*** EXERCISE DATA ***

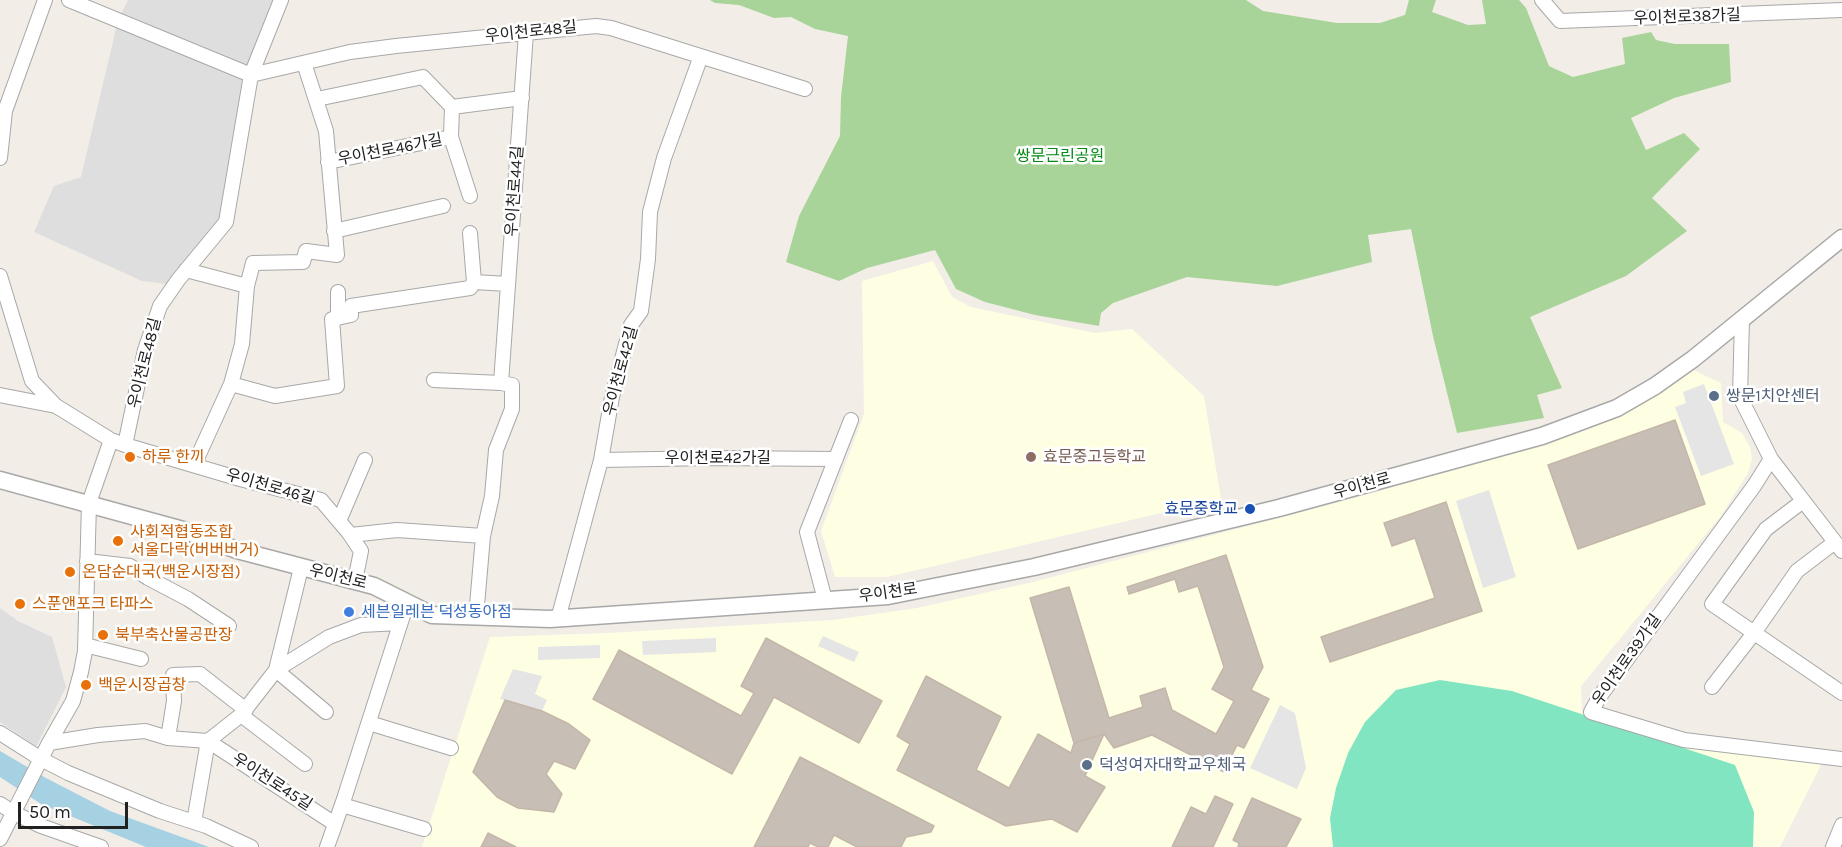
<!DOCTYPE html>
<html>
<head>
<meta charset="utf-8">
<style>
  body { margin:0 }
  #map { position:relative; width:1842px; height:847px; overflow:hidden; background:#f2eee7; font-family:Karla,sans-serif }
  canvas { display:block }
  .scale { position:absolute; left:18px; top:802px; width:110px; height:27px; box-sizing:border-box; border:3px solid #212121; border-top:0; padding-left:8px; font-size:18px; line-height:21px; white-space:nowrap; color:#212121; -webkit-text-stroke:4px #fff; paint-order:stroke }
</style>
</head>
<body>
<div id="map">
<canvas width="1842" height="847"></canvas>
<div class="scale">50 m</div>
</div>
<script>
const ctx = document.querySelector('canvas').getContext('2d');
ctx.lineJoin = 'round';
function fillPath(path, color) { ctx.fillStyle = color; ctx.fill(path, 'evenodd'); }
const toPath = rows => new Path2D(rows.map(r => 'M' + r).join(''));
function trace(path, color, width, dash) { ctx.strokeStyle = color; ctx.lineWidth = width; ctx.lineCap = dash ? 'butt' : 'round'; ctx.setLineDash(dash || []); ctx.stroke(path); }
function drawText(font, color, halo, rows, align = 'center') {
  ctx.font = font + ' Karla,"Noto Sans KR",sans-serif'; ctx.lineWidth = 5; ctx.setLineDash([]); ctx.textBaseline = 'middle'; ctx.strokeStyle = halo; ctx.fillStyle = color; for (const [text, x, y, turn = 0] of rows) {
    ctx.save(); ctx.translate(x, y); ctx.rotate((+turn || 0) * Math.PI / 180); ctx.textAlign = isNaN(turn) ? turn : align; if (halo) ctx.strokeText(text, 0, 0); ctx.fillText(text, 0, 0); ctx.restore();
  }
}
fillPath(toPath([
  [128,0,281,0,251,75,226,222,175,285,142,281,34,232,54,186,81,177,118,20],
  [0,608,18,621,52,637,66,687,36,747,0,722]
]), '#dfdede');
fillPath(toPath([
  [933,261,952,297,971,307,1095,333,1132,329,1204,396,1221,499,887,577,835,577,821,531,864,414,862,281],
  [1691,369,1721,383,1723,422,1742,433,1750,447,1752,459,1748,473,1720,517,1581,686,1582,713,1681,743,1823,761,1780,847,422,847,490,637,608,633,833,620,917,608,1033,582,1355,498,1529,448]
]), '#feffe2');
fillPath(toPath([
  [710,0,1246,0,1263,11,1337,23,1380,23,1405,15,1409,0,1436,0,1432,12,1468,25,1486,24,1482,0,1519,0,1526,8,1549,66,1573,77,1625,64,1622,38,1651,32,1656,40,1675,44,1729,44,1731,82,1674,98,1631,118,1646,150,1684,133,1700,149,1652,198,1687,231,1626,276,1530,317,1562,388,1537,395,1544,418,1457,433,1433,336,1411,229,1368,235,1372,262,1277,286,1187,277,1113,303,1101,313,1099,326,1035,315,985,302,956,289,935,250,867,268,839,281,786,262,799,216,840,136,841,97,848,36,815,29,791,17,774,18,739,5,715,3]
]), '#a8d399');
fillPath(toPath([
  [1440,680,1512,691,1735,765,1754,812,1753,847,1333,847,1330,818,1336,788,1348,753,1365,722,1396,690]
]), '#81e5c2');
fillPath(toPath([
  [1704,384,1734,464,1701,476,1675,407,1686,403,1683,392],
  [1489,490,1516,577,1483,588,1456,501],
  [823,636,859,652,854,662,818,646],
  [716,638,716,652,643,655,642,641],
  [600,645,600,658,538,660,538,647],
  [513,669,542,676,535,694,547,700,542,711,500,699],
  [1280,705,1295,713,1306,768,1297,789,1250,768]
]), '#e5e5e5');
fillPath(toPath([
  [0,751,46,778,110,811,209,847,146,847,41,804,0,777]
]), '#a5d1e2');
const building = toPath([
  [1675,420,1705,504,1578,549,1548,465,1675,420],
  [1446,502,1482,611,1330,662,1321,637,1435,598,1415,538,1392,546,1384,523,1446,502],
  [1226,555,1263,667,1251,690,1269,699,1244,748,1237,745,1224,772,1152,735,1114,748,1104,734,1074,743,1030,598,1069,587,1109,718,1143,707,1140,696,1165,688,1172,710,1216,734,1234,701,1212,689,1224,667,1198,586,1179,592,1175,579,1129,594,1127,587,1226,555],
  [766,638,882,701,859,743,774,697,732,774,593,699,619,650,741,716,754,693,741,686,766,638],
  [926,676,1001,717,976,770,1009,788,1038,734,1071,753,1074,743,1104,734,1085,776,1105,787,1077,832,1052,819,1006,826,897,770,910,744,897,736,926,676],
  [505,700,542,711,569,724,590,740,575,769,554,761,546,774,562,794,554,812,518,808,497,797,473,772,505,700],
  [800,757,934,826,931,832,906,837,901,847,857,847,834,835,828,847,818,847,810,843,808,847,754,847,800,757],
  [1215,796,1233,804,1213,847,1172,847,1191,807,1206,814,1215,796],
  [1252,798,1301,819,1286,847,1238,847,1239,843,1233,840,1252,798],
  [488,833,516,847,481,847,488,833]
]);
fillPath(building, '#c7beb6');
trace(building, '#c4b6a8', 1.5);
const minor = toPath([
  [69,0,251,75,350,52,396,46,596,26,611,28,805,89],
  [1542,0,1560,21,1842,10],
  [317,99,423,77,452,107,451,137,470,196],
  [452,107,522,98],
  [0,158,5,111,45,0],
  [328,162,451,137],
  [334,231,443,206],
  [470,233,474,282],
  [186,270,247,286],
  [0,276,32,381,56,406,111,440,89,503,85,651,81,672,73,701,49,743,0,839],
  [338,318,338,292],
  [1742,319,1740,397,1771,459,1842,551],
  [434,380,501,383],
  [231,384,275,396,337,386,332,319,351,315,351,306,470,288,474,282,508,284],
  [0,395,56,406],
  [111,440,125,445,145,350,160,306,178,280,226,222,251,75,281,0],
  [125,445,240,479,321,500,349,533,361,551,355,581],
  [1771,459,1754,486,1600,696,1591,712,1684,740,1842,759],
  [601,460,712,458,836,459],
  [194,465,231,384,242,344,247,286,253,263,303,262,306,251,337,255,326,131,304,63],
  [1803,501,1766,529,1712,604,1842,693],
  [339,521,365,460],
  [351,535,397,530,483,536],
  [87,561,130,566,148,578,188,599,229,626],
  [825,600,807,532,851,420],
  [476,617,483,536,492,496,496,450,512,409,512,385,501,383,526,33],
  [558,619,601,460,612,397,631,325,641,311,648,259,650,212,664,158,701,56],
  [85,645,141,659],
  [1712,687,1754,633,1797,571,1835,542],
  [326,712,276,670,329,637,361,625,400,623],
  [241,715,305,764],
  [369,723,451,748],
  [0,733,41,759,68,773,160,811,206,826,251,847],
  [168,738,174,701,173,675,200,674,246,710],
  [208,741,335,824],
  [49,743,98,735,145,731,168,738,208,741,241,715,276,670,301,568],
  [0,804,14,813,41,826,101,847],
  [342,805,424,829],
  [194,822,208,741],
  [327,847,344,799,407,603],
  [1833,847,1842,825]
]);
const tertiary = toPath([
  [0,480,183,530,237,550,374,586,432,615,550,619,888,596,1034,567,1279,508,1542,436,1617,408,1655,386,1693,359,1842,238]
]);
trace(minor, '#a8a8a8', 16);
trace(tertiary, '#a8a8a8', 19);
trace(minor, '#fff', 14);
trace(tertiary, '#fff', 16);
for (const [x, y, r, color] of [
  [1714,396,6,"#5c6f8a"],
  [130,457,6,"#e8710a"],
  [1031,457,6,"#8d6e63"],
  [1250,509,6,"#1a4fb4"],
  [118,541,6,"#e8710a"],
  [70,572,6,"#e8710a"],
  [20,604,6,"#e8710a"],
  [349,612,6,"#3f7fe0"],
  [103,635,6,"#e8710a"],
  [86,685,6,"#e8710a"],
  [1087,765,6,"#5c6f8a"]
]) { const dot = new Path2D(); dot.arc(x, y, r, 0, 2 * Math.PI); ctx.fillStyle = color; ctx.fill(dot); trace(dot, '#fff', 2); }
drawText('16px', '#212121', '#fff', [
  ["우이천로38가길",1687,17,-2],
  ["우이천로48길",531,32,-6],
  ["우이천로46가길",390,150,-11],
  ["우이천로44길",515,191,-86],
  ["우이천로48길",145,363,-76],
  ["우이천로42길",621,371,-75],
  ["우이천로42가길",718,458],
  ["우이천로",1362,486,-15],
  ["우이천로46길",270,487,16],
  ["우이천로",338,577,14],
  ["우이천로",888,593,-8],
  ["우이천로39가길",1627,660,-55],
  ["우이천로45길",272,782,33]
]);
drawText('16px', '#058915', '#fff', [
  ["쌍문근린공원",1060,156]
]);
drawText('16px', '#4e5e75', '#fff', [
  ["쌍문1치안센터",1726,396],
  ["덕성여자대학교우체국",1099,765]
], 'left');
drawText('16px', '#c56008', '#fff', [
  ["하루 한끼",142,457],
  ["사회적협동조합",130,532],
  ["서울다락(버버버거)",130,550],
  ["온담순대국(백운시장점)",82,572],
  ["스푼앤포크 타파스",32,604],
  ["북부축산물공판장",115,635],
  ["백운시장곱창",98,685]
], 'left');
drawText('16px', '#785e54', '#fff', [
  ["효문중고등학교",1043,457]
], 'left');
drawText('16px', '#164399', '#fff', [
  ["효문중학교",1238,509]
], 'right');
drawText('16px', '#366cbe', '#fff', [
  ["세븐일레븐 덕성동아점",361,612]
], 'left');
</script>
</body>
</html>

*** End of EXERCISE DATA ***

[TASK]
Leave out the pictures and restate, word for word, the lines from the top of the data through the line containing "function drawText(font, color, halo, rows, align", both included.

[THE COMPLETED TASK]
<!DOCTYPE html>
<html>
<head>
<meta charset="utf-8">
<style>
  body { margin:0 }
  #map { position:relative; width:1842px; height:847px; overflow:hidden; background:#f2eee7; font-family:Karla,sans-serif }
  canvas { display:block }
  .scale { position:absolute; left:18px; top:802px; width:110px; height:27px; box-sizing:border-box; border:3px solid #212121; border-top:0; padding-left:8px; font-size:18px; line-height:21px; white-space:nowrap; color:#212121; -webkit-text-stroke:4px #fff; paint-order:stroke }
</style>
</head>
<body>
<div id="map">
<canvas width="1842" height="847"></canvas>
<div class="scale">50 m</div>
</div>
<script>
const ctx = document.querySelector('canvas').getContext('2d');
ctx.lineJoin = 'round';
function fillPath(path, color) { ctx.fillStyle = color; ctx.fill(path, 'evenodd'); }
const toPath = rows => new Path2D(rows.map(r => 'M' + r).join(''));
function trace(path, color, width, dash) { ctx.strokeStyle = color; ctx.lineWidth = width; ctx.lineCap = dash ? 'butt' : 'round'; ctx.setLineDash(dash || []); ctx.stroke(path); }
function drawText(font, color, halo, rows, align = 'center') {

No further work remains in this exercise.